The Special Rapporteur regrets that he did not have the opportunity to meet with representatives of the Pakistan Military or the ISI. However, he was informed that their position would be adequately reflected by consultations with the Ministry of Foreign Affairs, the Ministry of Interior and the Ministry of Defence.
Another way of putting this is that the Special Rapporteur was a willing subject of a Pakistani government information operation. And the results could not have helped them any more if he had deliberately tried to be their propagandist:
During the visit, the Government emphasized its consistently-stated position that drone strikes on its territory are counter-productive, contrary to international law, a violation of Pakistan’s sovereignty and territorial integrity, and that they should cease immediately.

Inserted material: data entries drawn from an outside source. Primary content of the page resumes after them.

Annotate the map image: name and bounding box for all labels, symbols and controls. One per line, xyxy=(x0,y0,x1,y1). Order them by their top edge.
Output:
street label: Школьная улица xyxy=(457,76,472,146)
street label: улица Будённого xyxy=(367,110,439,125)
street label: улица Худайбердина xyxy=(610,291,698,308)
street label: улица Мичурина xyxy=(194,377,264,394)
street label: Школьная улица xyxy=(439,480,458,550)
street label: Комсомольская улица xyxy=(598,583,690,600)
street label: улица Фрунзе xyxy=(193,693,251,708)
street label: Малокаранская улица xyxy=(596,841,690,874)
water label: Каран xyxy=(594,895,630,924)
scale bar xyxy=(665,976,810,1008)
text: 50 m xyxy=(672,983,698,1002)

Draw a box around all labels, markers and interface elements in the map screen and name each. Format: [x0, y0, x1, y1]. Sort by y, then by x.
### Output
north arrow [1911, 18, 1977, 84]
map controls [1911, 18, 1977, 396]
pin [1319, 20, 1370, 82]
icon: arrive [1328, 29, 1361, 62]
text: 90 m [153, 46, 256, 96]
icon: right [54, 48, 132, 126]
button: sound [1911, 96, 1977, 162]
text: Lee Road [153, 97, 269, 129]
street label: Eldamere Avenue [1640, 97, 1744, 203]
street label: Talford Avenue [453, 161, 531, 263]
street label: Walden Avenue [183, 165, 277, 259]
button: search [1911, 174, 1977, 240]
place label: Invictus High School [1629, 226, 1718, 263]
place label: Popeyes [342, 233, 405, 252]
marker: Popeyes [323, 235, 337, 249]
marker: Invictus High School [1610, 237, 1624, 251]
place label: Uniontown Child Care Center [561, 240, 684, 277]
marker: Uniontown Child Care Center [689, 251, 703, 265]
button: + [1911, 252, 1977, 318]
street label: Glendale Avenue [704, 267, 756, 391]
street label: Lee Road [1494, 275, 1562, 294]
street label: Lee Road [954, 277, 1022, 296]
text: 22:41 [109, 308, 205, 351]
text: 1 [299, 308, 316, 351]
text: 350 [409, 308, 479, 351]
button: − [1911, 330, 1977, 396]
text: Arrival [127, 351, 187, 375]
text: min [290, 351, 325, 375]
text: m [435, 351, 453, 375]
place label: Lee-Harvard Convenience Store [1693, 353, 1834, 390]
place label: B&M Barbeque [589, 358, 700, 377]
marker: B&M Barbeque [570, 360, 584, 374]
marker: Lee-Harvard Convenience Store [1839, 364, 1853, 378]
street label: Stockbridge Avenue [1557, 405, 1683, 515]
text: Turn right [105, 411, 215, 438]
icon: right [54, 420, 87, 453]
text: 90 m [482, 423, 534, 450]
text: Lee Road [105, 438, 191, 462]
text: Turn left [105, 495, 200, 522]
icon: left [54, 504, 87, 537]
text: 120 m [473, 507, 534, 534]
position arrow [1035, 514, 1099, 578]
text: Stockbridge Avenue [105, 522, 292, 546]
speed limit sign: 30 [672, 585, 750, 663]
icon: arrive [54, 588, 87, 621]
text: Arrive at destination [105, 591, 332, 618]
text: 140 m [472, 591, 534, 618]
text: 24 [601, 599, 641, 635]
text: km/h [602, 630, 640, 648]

The Special Rapporteur was informed by the Government that Pakistan does not consider the situation in FATA to amount to an armed conflict (whether international or non-international). To the contrary, Pakistan considers that its own military forces operating in the region are engaged in a law enforcement operation aimed at countering terrorism in support of the civilian administration.

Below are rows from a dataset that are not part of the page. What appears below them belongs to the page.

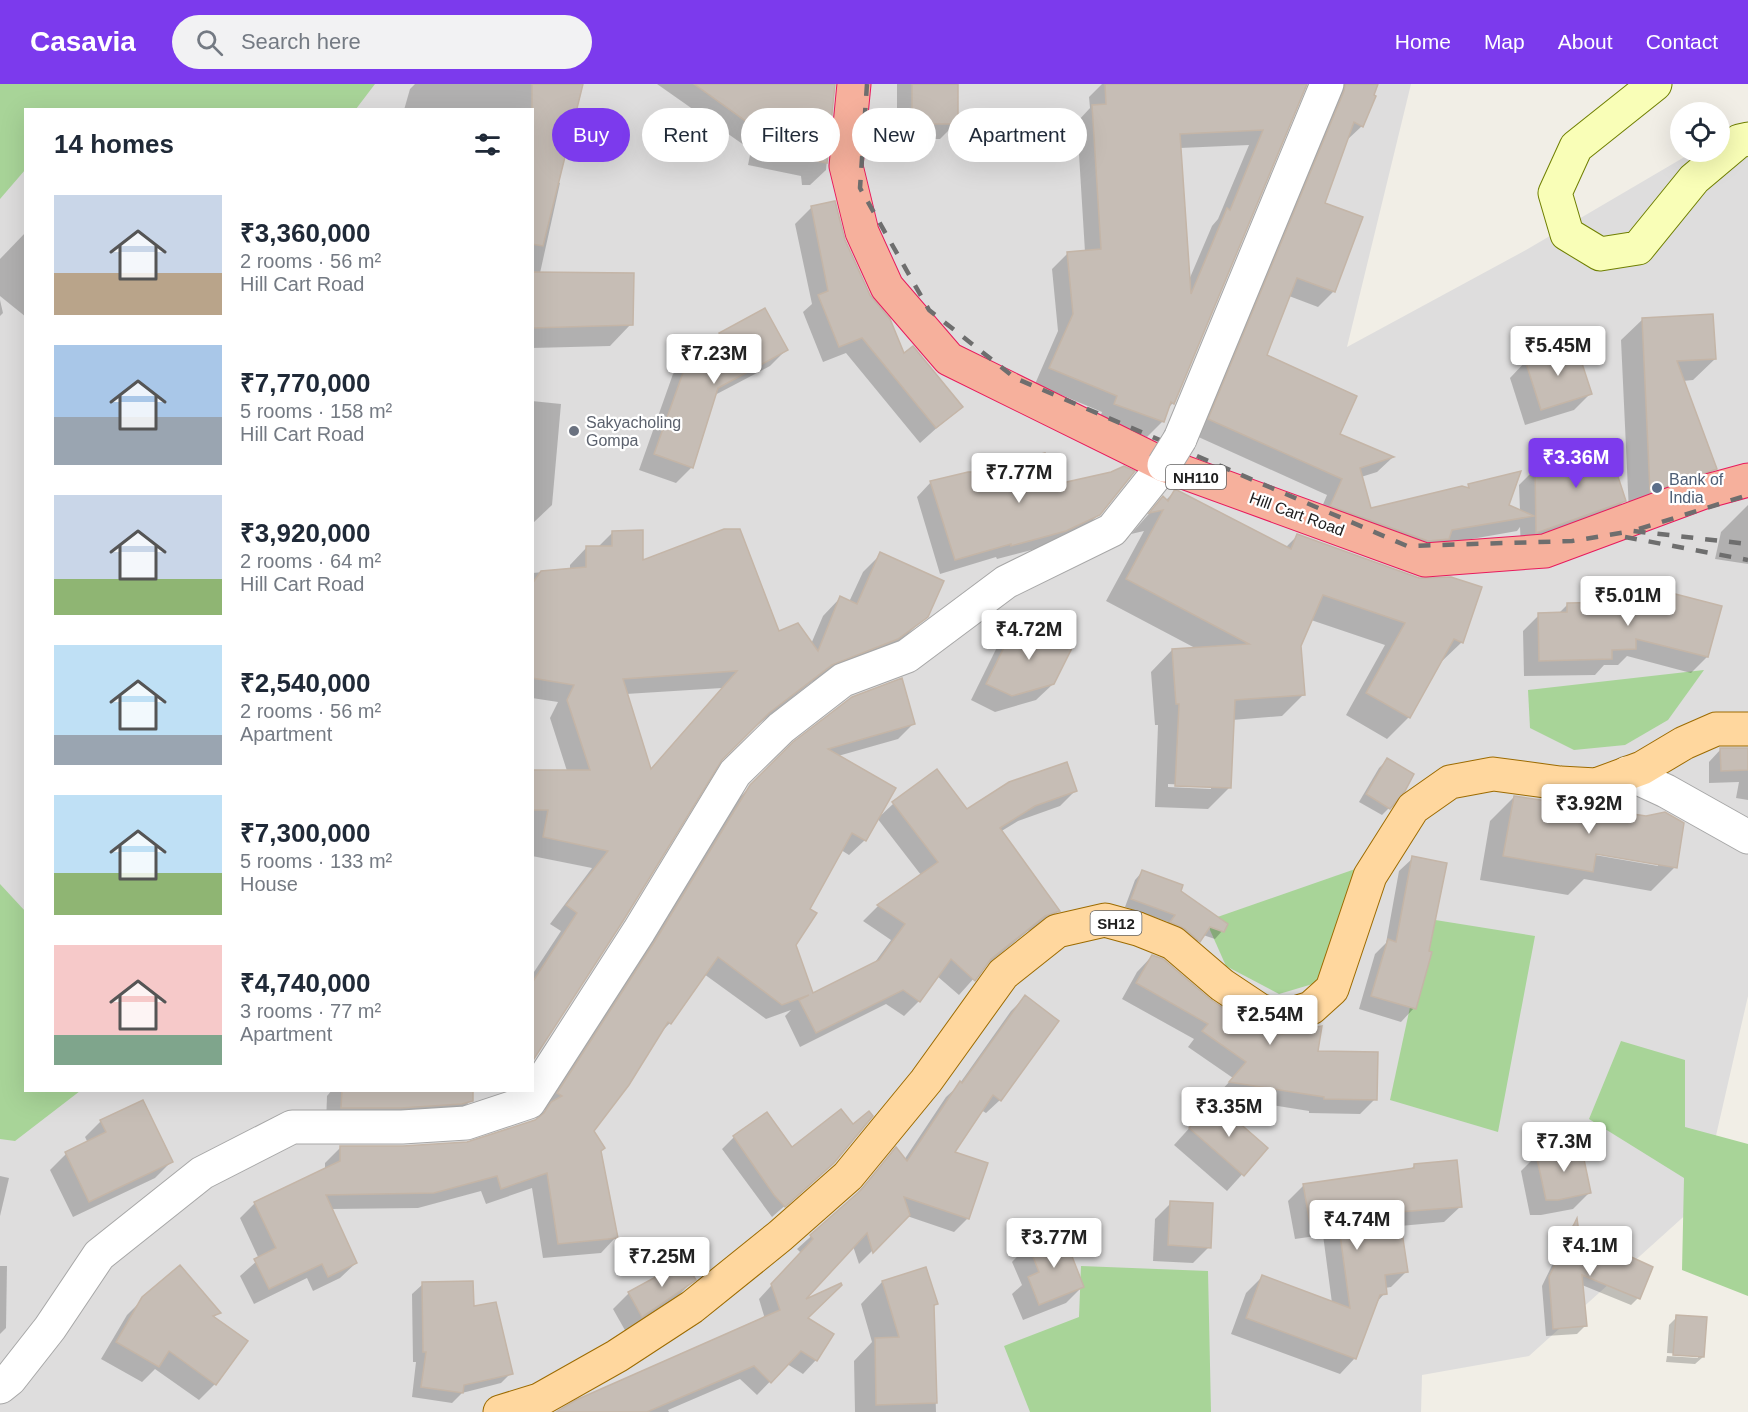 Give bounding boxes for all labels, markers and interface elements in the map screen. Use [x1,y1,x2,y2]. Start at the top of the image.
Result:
search box [172,15,592,69]
text: Casavia [30,26,136,57]
icon: search [193,26,226,59]
text: Search here [241,29,361,54]
text: Home [1395,30,1451,53]
text: Map [1484,30,1525,53]
text: About [1558,30,1613,53]
text: Contact [1646,30,1718,53]
map controls [1670,102,1730,162]
button: locate [1670,102,1730,162]
chip: Buy [552,108,630,162]
chip: Rent [642,108,729,162]
chip: Filters [741,108,840,162]
chip: New [852,108,936,162]
chip: Apartment [948,108,1087,162]
icon: filters [471,128,504,161]
text: 14 homes [54,129,174,159]
text: ₹3,360,000 [240,218,371,248]
icon: home [102,219,174,291]
text: 2 rooms · 56 m² [240,250,381,272]
text: Hill Cart Road [240,273,364,295]
pin: ₹5.45M [1509,326,1607,377]
pin: ₹7.23M [665,334,763,385]
text: ₹5.45M [1524,334,1592,356]
text: ₹7.23M [680,342,748,364]
text: ₹7,770,000 [240,368,371,398]
icon: home [102,369,174,441]
text: 5 rooms · 158 m² [240,400,392,422]
place label: Sakyacholing Gompa [586,414,681,449]
text: Hill Cart Road [240,423,364,445]
marker: Sakyacholing Gompa [567,424,581,438]
pin: ₹3.36M [1527,438,1625,489]
text: ₹3.36M [1542,446,1610,468]
pin: ₹7.77M [970,453,1068,504]
text: ₹7.77M [985,461,1053,483]
road number: NH110 [1166,465,1226,489]
place label: Bank of India [1669,471,1724,506]
marker: Bank of India [1650,481,1664,495]
street label: Hill Cart Road [1247,489,1347,539]
text: ₹3,920,000 [240,518,371,548]
icon: home [102,519,174,591]
text: 2 rooms · 64 m² [240,550,381,572]
text: Hill Cart Road [240,573,364,595]
pin: ₹5.01M [1579,576,1677,627]
text: ₹5.01M [1594,584,1662,606]
pin: ₹4.72M [980,610,1078,661]
text: ₹4.72M [995,618,1063,640]
text: ₹2,540,000 [240,668,371,698]
icon: home [102,669,174,741]
text: 2 rooms · 56 m² [240,700,381,722]
text: Apartment [240,723,332,745]
pin: ₹3.92M [1540,784,1638,835]
text: ₹3.92M [1555,792,1623,814]
text: ₹7,300,000 [240,818,371,848]
icon: home [102,819,174,891]
text: 5 rooms · 133 m² [240,850,392,872]
text: House [240,873,298,895]
road number: SH12 [1090,911,1142,935]
text: ₹4,740,000 [240,968,371,998]
icon: home [102,969,174,1041]
pin: ₹2.54M [1221,995,1319,1046]
text: 3 rooms · 77 m² [240,1000,381,1022]
text: ₹2.54M [1236,1003,1304,1025]
text: Apartment [240,1023,332,1045]
pin: ₹3.35M [1180,1087,1278,1138]
text: ₹3.35M [1195,1095,1263,1117]
pin: ₹7.3M [1522,1122,1606,1173]
text: ₹7.3M [1536,1130,1592,1152]
pin: ₹4.74M [1308,1200,1406,1251]
text: ₹4.74M [1323,1208,1391,1230]
pin: ₹3.77M [1005,1218,1103,1269]
text: ₹3.77M [1020,1226,1088,1248]
pin: ₹4.1M [1548,1226,1632,1277]
text: ₹4.1M [1562,1234,1618,1256]
pin: ₹7.25M [613,1237,711,1288]
text: ₹7.25M [628,1245,696,1267]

The Government, including the Foreign Minister, emphasised to the Special Rapporteur that the principal threat posed by the Pakistani Taleban (TTP) and other terrorist groupings operating in FATA is directed at military and civilian targets of Pakistan itself and that the country has sustained very heavy losses and damage through acts of terrorism.
Couple things wrong here:
- How do drones violate Pakistan’s sovereignty or operate without permission when they’re launched from airbases inside the territory of Pakistan?
- The assertion that a conflict that’s killed over 40,000 people and caused billions of dollars in damage does not amount to an “armed conflict” under IHL is so laughable it’s almost sad.
- The focus on the TTP, and not on the Haqqanis or al Qaeda, is telling — the Pakistani government loved it when the U.S. killed Baitullah Mehsud. They hate it when the U.S. kills its Haqqani proxies.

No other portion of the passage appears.